§ Data for the task:
- Opening Delimiter -

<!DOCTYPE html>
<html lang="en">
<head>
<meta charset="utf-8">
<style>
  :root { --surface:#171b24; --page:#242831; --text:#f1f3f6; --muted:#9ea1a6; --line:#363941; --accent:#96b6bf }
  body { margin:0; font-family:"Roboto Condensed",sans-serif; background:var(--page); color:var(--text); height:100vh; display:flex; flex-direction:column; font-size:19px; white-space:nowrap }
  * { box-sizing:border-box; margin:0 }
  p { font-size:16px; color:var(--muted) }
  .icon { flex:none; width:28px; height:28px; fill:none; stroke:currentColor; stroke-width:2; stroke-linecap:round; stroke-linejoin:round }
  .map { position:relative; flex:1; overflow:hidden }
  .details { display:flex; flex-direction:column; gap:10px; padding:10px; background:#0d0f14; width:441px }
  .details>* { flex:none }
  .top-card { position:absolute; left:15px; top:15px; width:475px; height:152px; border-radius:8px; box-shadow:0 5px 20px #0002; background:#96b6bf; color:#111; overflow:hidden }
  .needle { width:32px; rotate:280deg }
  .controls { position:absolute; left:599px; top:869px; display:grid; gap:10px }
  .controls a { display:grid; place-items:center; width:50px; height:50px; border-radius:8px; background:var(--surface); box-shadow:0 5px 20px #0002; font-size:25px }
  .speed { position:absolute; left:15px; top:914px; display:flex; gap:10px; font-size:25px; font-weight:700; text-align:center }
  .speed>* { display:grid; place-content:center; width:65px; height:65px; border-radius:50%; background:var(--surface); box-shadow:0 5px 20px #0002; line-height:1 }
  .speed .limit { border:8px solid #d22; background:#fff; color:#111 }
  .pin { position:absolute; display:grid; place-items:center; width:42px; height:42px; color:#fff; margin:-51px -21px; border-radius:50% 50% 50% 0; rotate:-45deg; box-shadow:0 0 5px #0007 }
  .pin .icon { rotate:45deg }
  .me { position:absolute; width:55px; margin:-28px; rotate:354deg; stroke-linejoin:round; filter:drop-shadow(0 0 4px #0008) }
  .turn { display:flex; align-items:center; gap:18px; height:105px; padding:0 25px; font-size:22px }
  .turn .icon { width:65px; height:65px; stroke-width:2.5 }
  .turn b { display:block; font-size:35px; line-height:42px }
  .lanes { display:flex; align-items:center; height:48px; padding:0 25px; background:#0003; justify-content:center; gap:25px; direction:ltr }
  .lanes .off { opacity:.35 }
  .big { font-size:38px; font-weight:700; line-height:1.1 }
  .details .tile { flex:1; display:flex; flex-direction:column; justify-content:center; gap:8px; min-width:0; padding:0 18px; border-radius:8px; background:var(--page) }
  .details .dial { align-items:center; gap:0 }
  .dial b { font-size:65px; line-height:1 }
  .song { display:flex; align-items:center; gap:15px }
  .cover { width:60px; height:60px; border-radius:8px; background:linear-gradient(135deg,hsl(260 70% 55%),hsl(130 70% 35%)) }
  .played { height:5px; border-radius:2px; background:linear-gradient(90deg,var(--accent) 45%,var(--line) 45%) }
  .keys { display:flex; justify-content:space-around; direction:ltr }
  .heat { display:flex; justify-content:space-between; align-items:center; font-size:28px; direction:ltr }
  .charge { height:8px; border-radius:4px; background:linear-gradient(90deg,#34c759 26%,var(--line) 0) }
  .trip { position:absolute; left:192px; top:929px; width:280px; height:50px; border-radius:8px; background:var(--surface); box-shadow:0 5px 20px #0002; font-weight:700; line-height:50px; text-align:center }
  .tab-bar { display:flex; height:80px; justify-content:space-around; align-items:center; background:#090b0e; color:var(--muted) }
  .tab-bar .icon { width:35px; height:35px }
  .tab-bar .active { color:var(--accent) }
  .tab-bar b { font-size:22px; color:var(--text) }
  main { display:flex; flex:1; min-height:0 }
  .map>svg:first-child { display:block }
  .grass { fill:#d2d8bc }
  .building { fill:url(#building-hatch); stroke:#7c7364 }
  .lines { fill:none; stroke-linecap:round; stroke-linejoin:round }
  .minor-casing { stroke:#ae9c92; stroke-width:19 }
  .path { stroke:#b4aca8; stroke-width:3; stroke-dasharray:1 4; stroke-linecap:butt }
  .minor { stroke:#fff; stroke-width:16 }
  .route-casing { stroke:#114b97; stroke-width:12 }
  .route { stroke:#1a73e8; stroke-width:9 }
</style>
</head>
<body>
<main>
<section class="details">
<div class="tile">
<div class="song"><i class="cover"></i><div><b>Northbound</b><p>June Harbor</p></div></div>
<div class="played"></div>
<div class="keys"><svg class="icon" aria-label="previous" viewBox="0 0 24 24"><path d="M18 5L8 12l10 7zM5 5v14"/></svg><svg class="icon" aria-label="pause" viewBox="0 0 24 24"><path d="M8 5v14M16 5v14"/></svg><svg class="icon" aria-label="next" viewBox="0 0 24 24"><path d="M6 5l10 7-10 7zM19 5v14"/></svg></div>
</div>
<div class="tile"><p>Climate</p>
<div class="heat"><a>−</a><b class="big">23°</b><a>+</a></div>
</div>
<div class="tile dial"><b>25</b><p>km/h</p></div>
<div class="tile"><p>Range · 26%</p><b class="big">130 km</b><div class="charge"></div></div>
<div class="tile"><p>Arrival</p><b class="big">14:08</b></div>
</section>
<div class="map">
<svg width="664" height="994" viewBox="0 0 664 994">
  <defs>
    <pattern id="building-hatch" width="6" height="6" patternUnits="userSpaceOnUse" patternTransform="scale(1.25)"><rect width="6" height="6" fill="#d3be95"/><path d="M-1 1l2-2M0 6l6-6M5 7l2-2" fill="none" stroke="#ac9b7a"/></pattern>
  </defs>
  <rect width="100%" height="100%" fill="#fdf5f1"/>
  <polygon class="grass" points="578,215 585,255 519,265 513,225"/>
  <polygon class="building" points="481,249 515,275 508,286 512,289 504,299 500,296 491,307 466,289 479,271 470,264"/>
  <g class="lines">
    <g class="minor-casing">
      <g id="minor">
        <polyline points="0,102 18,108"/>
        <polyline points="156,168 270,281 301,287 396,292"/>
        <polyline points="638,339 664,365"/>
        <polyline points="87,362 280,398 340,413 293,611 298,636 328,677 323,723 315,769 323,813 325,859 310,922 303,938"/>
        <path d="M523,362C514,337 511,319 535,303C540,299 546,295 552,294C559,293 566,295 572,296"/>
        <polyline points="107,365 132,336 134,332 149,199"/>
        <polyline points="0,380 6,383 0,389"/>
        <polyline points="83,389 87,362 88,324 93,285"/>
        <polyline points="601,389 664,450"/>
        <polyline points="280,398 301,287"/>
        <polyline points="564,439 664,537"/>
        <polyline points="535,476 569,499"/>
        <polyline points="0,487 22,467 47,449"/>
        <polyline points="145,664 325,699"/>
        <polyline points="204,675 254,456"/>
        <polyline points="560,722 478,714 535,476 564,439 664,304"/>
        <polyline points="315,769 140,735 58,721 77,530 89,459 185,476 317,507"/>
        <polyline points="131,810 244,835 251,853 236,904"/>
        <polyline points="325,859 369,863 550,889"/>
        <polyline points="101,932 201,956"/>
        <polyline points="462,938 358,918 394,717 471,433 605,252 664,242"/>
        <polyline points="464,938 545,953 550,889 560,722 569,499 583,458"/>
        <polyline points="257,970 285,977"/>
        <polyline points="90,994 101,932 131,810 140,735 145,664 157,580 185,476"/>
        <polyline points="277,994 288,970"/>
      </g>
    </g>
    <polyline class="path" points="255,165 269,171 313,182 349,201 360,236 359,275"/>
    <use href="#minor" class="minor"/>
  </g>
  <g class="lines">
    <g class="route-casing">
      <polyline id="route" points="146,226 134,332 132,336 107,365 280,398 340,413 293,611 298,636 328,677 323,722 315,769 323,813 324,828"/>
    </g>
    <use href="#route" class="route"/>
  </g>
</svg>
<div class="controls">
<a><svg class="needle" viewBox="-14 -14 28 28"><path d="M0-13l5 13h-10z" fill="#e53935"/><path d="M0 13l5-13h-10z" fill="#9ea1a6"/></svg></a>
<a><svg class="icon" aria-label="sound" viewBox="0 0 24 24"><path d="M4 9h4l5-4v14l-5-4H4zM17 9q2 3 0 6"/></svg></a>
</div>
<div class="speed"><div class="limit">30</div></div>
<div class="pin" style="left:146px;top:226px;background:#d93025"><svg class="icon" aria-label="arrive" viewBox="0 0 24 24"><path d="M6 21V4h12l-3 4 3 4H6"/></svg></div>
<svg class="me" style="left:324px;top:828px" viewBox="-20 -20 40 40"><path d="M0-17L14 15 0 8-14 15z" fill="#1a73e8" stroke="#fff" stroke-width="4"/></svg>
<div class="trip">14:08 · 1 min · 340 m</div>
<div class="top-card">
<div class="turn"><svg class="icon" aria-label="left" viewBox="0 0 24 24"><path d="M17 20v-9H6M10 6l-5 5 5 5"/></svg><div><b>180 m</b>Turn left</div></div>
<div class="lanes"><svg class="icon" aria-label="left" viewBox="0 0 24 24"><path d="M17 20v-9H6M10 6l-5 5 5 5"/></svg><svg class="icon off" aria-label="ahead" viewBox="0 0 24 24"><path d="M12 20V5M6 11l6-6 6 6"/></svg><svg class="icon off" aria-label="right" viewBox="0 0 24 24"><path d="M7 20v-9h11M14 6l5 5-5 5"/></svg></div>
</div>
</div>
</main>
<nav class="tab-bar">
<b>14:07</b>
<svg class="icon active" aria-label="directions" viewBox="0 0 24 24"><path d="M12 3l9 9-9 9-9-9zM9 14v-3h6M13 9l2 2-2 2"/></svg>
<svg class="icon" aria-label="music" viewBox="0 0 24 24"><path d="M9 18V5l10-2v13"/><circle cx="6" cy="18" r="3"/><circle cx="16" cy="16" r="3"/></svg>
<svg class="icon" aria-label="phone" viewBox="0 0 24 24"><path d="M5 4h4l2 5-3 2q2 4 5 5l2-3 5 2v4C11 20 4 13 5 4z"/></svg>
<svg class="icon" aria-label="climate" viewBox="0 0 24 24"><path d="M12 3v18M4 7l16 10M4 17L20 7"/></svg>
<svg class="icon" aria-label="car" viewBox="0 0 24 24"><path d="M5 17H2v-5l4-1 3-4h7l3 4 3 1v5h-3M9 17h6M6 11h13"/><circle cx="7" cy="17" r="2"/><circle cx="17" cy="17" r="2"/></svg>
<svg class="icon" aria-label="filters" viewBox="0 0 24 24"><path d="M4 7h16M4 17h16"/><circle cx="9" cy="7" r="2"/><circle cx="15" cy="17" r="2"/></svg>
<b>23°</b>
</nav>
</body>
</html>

- Closing Delimiter -

§ Task directions:
The answer must be every line of the listing that holds the word "needle".

§ Output of the exercise:
  .needle { width:32px; rotate:280deg }
<a><svg class="needle" viewBox="-14 -14 28 28"><path d="M0-13l5 13h-10z" fill="#e53935"/><path d="M0 13l5-13h-10z" fill="#9ea1a6"/></svg></a>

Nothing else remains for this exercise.